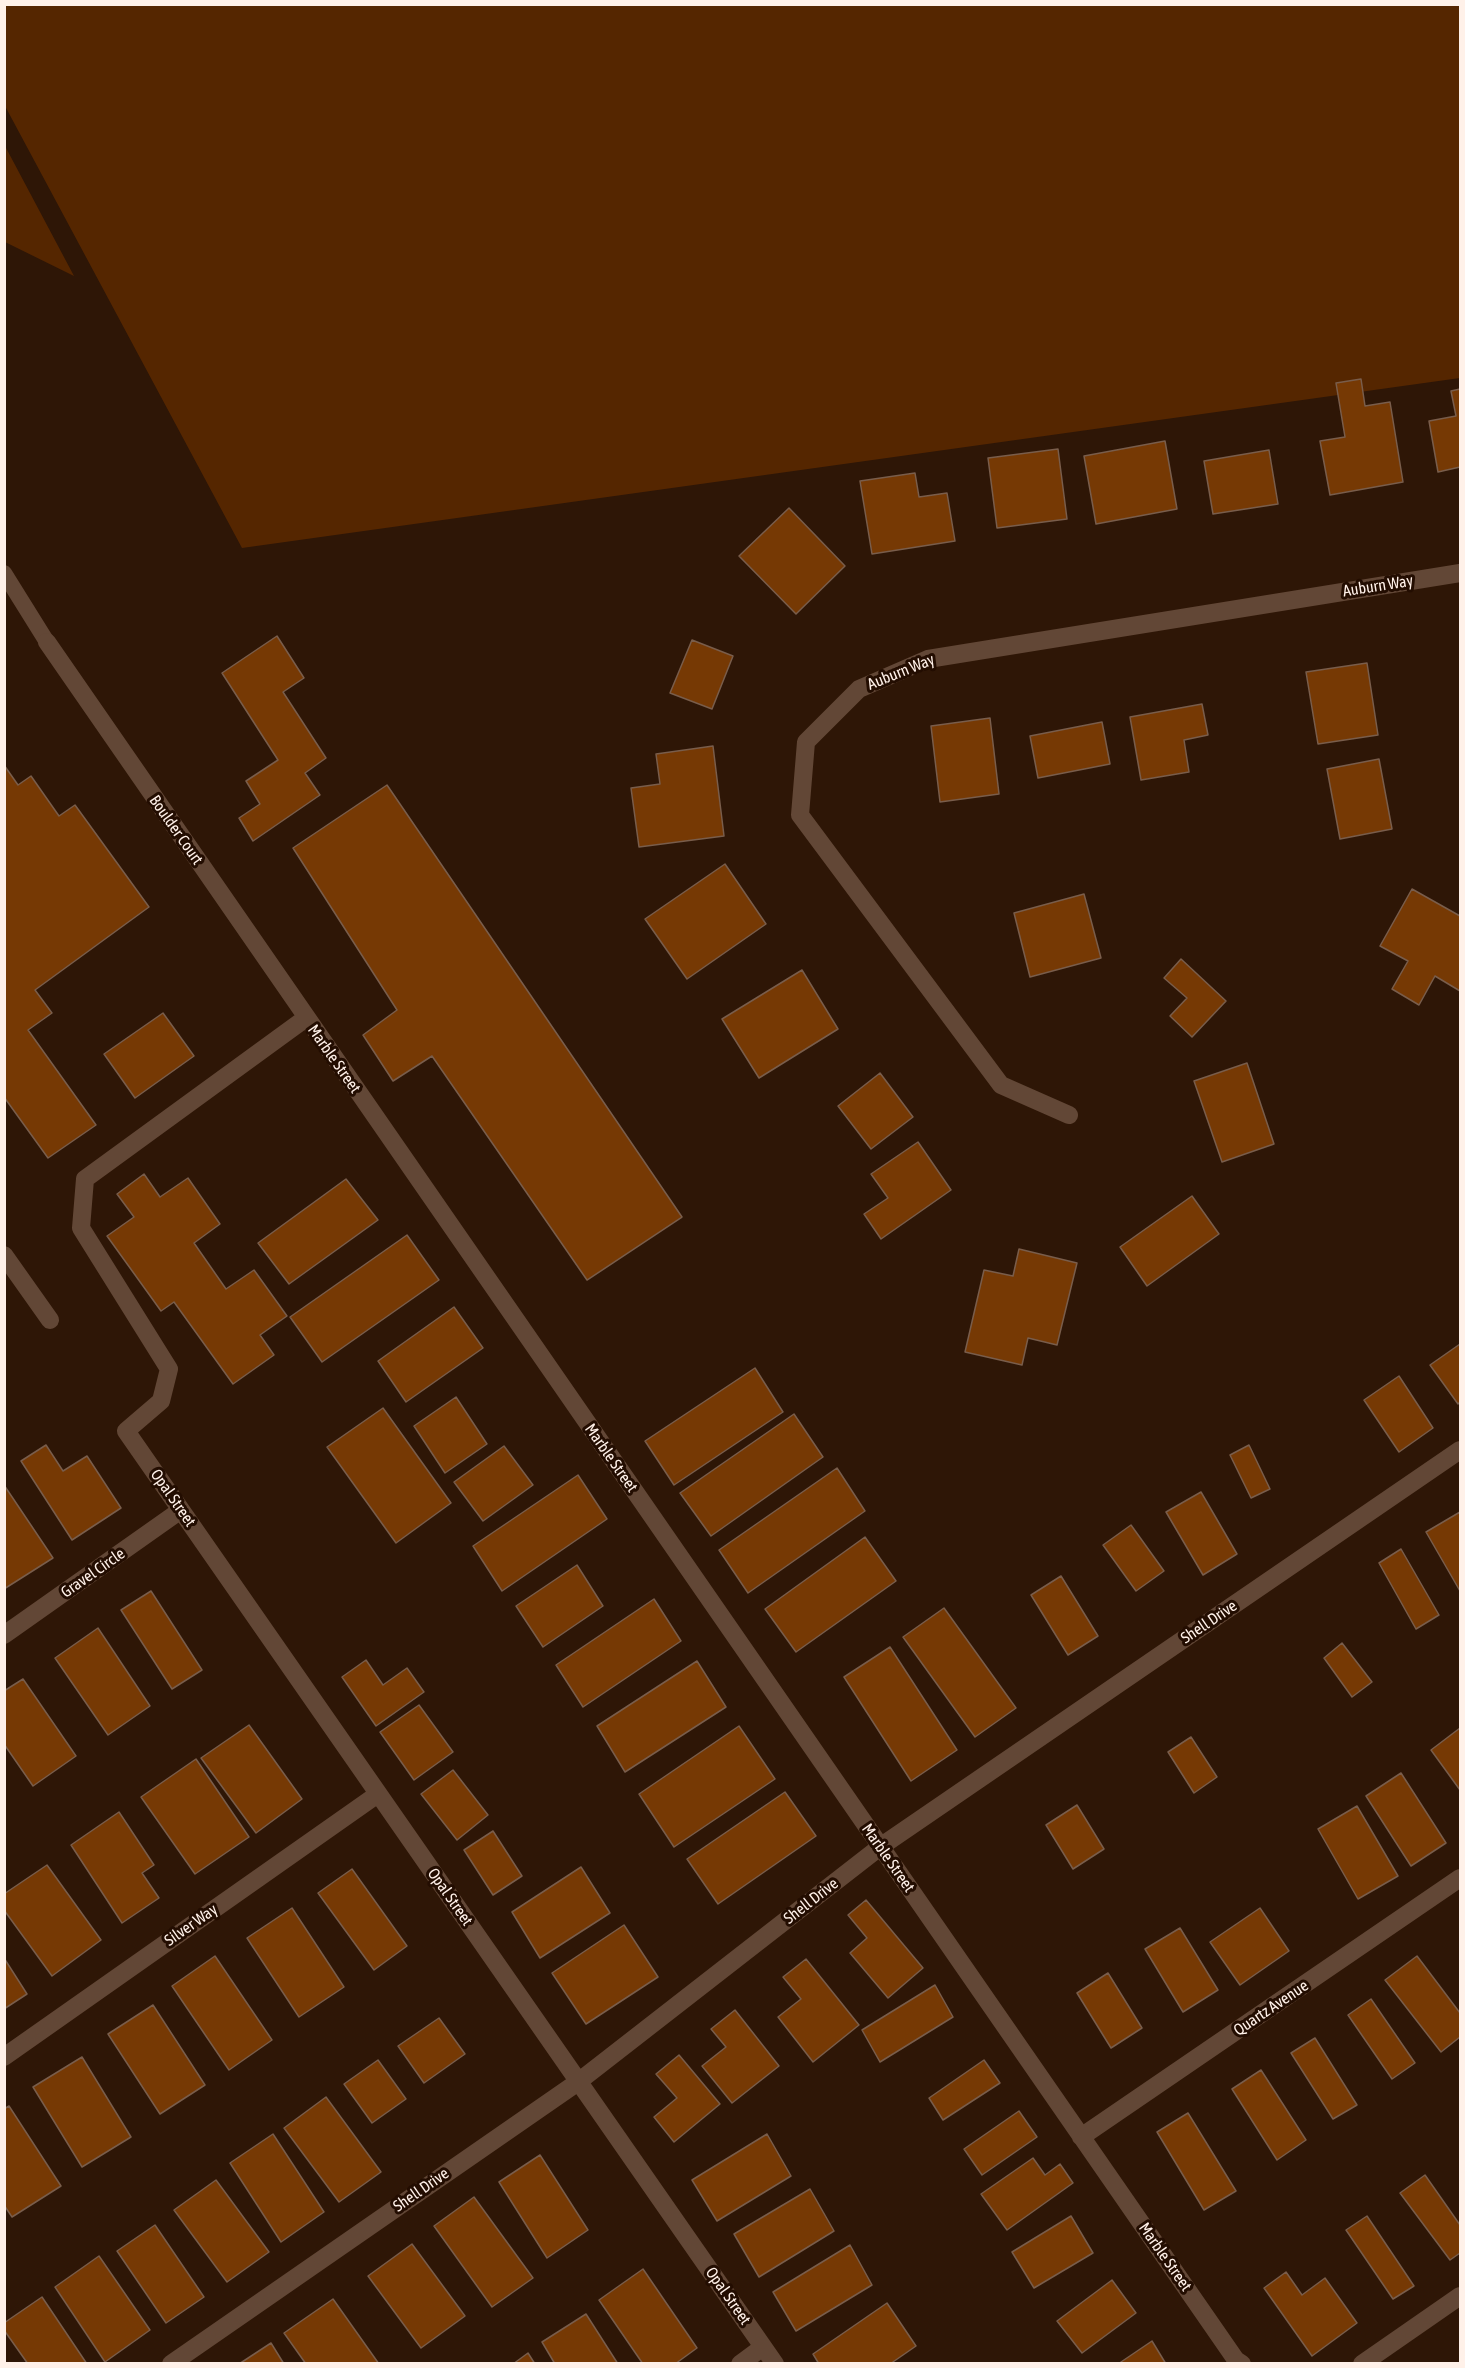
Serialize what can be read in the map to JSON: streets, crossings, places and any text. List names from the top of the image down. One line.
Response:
{"streets":{"street":["Auburn Way","Boulder Court","Marble Street","Opal Street","Gravel Circle","Shell Drive","Silver Way","Quartz Avenue"]},"crossings":[["Boulder Court","Marble Street"],["Marble Street","Opal Street"],["Marble Street","Shell Drive"],["Marble Street","Quartz Avenue"],["Opal Street","Gravel Circle"],["Opal Street","Shell Drive"],["Opal Street","Silver Way"]]}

● ● ● ● ●

_Work request_
Reproduce the data above in full, exactly, with the images removed.

_Exercise result_
Serialize what can be read in the map to JSON: streets, crossings, places and any text. List names from the top of the image down. One line.
Response:
{"streets":{"street":["Auburn Way","Boulder Court","Marble Street","Opal Street","Gravel Circle","Shell Drive","Silver Way","Quartz Avenue"]},"crossings":[["Boulder Court","Marble Street"],["Marble Street","Opal Street"],["Marble Street","Shell Drive"],["Marble Street","Quartz Avenue"],["Opal Street","Gravel Circle"],["Opal Street","Shell Drive"],["Opal Street","Silver Way"]]}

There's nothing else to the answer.